:: Exercise aim ::
Pictures aside, write out every record exactly as it appears.
Data extract below:
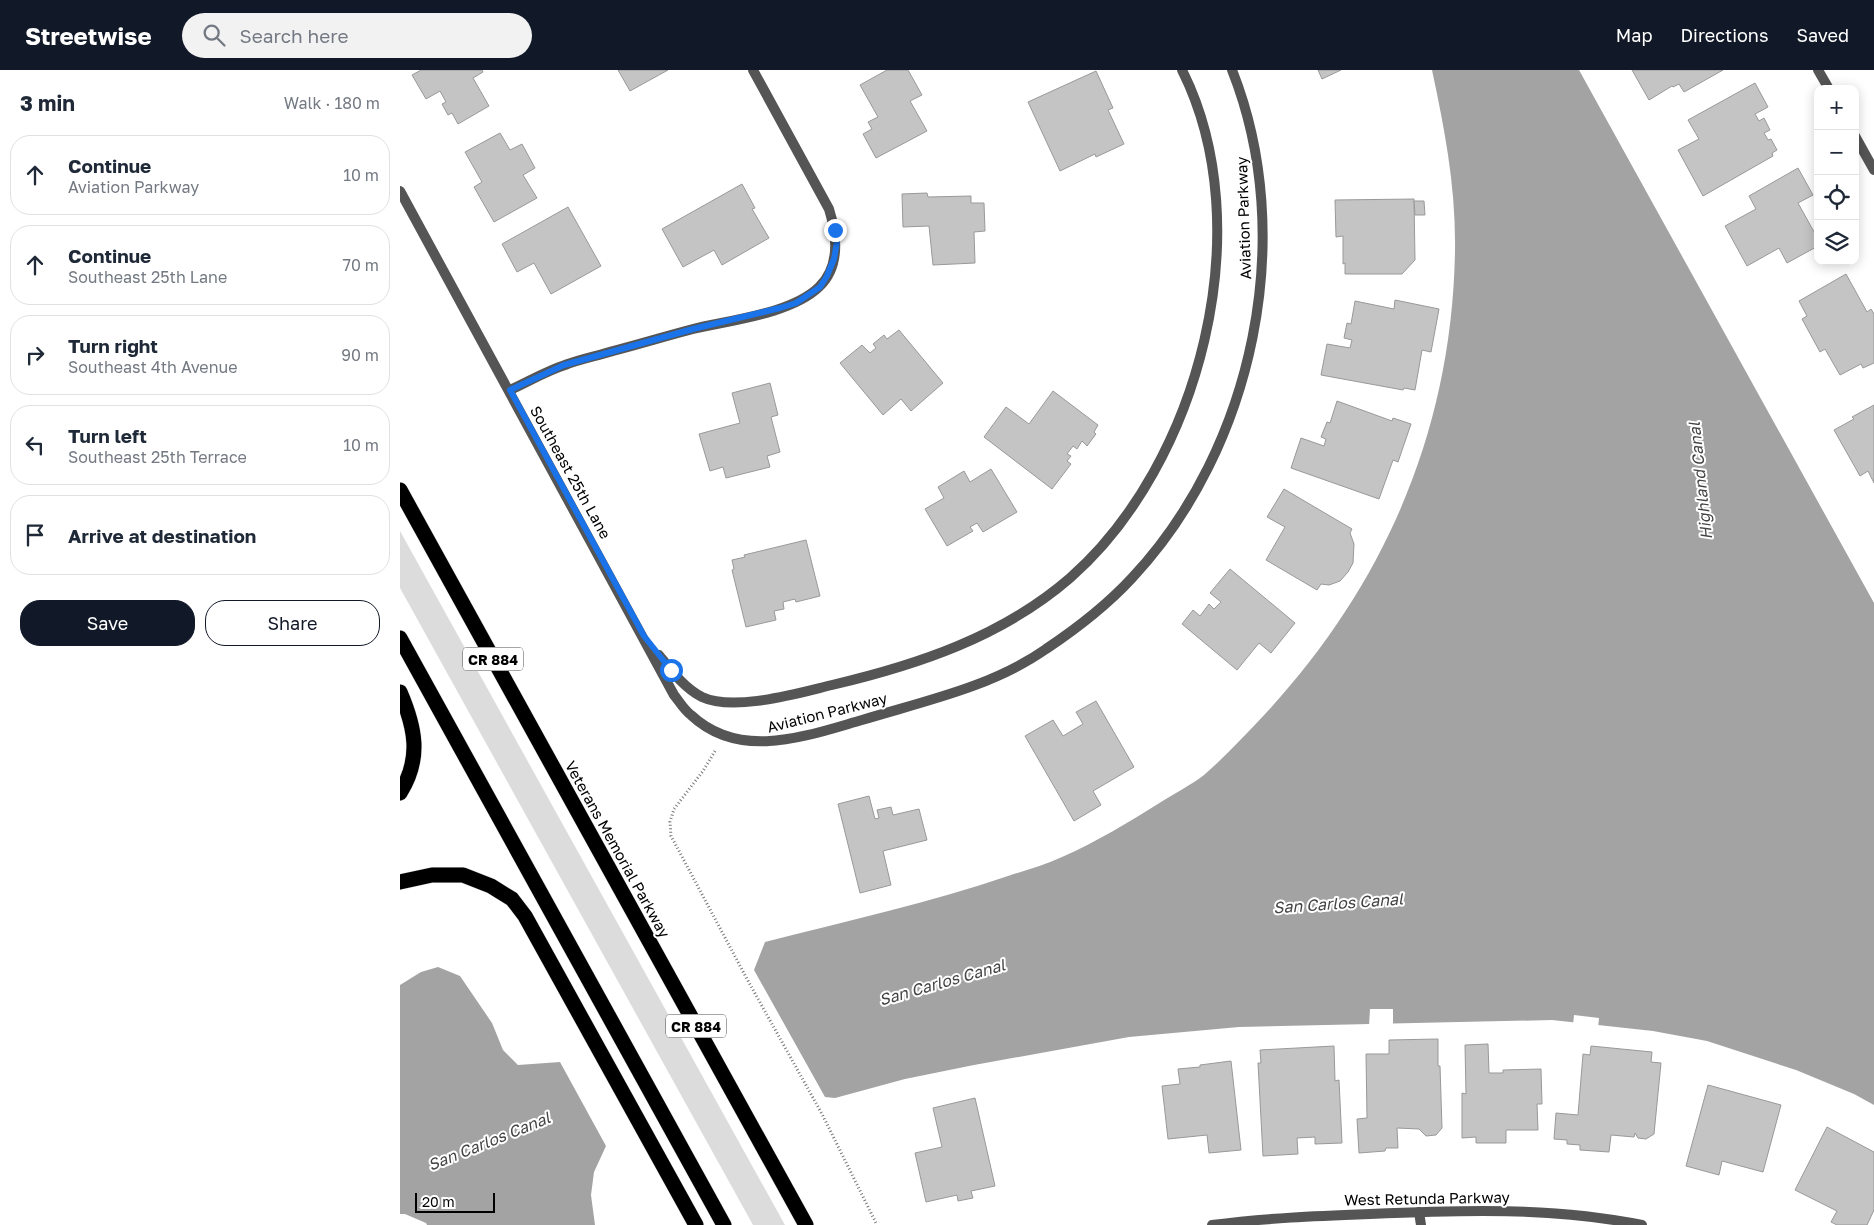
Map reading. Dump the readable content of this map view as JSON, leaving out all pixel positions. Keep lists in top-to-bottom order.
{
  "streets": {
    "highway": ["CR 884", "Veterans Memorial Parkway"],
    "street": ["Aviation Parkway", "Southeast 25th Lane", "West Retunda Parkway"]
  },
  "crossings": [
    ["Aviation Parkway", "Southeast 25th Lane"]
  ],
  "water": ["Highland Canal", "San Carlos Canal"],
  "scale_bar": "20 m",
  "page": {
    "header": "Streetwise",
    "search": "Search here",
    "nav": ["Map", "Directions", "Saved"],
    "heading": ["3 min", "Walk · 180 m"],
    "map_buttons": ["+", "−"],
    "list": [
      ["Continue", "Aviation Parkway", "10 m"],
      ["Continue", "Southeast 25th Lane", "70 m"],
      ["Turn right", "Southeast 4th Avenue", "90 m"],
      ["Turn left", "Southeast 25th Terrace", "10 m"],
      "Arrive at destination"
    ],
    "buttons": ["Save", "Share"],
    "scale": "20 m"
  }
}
End of Data extract.
:: The completed task ::
Map reading. Dump the readable content of this map view as JSON, leaving out all pixel positions. Keep lists in top-to-bottom order.
{
  "streets": {
    "highway": ["CR 884", "Veterans Memorial Parkway"],
    "street": ["Aviation Parkway", "Southeast 25th Lane", "West Retunda Parkway"]
  },
  "crossings": [
    ["Aviation Parkway", "Southeast 25th Lane"]
  ],
  "water": ["Highland Canal", "San Carlos Canal"],
  "scale_bar": "20 m",
  "page": {
    "header": "Streetwise",
    "search": "Search here",
    "nav": ["Map", "Directions", "Saved"],
    "heading": ["3 min", "Walk · 180 m"],
    "map_buttons": ["+", "−"],
    "list": [
      ["Continue", "Aviation Parkway", "10 m"],
      ["Continue", "Southeast 25th Lane", "70 m"],
      ["Turn right", "Southeast 4th Avenue", "90 m"],
      ["Turn left", "Southeast 25th Terrace", "10 m"],
      "Arrive at destination"
    ],
    "buttons": ["Save", "Share"],
    "scale": "20 m"
  }
}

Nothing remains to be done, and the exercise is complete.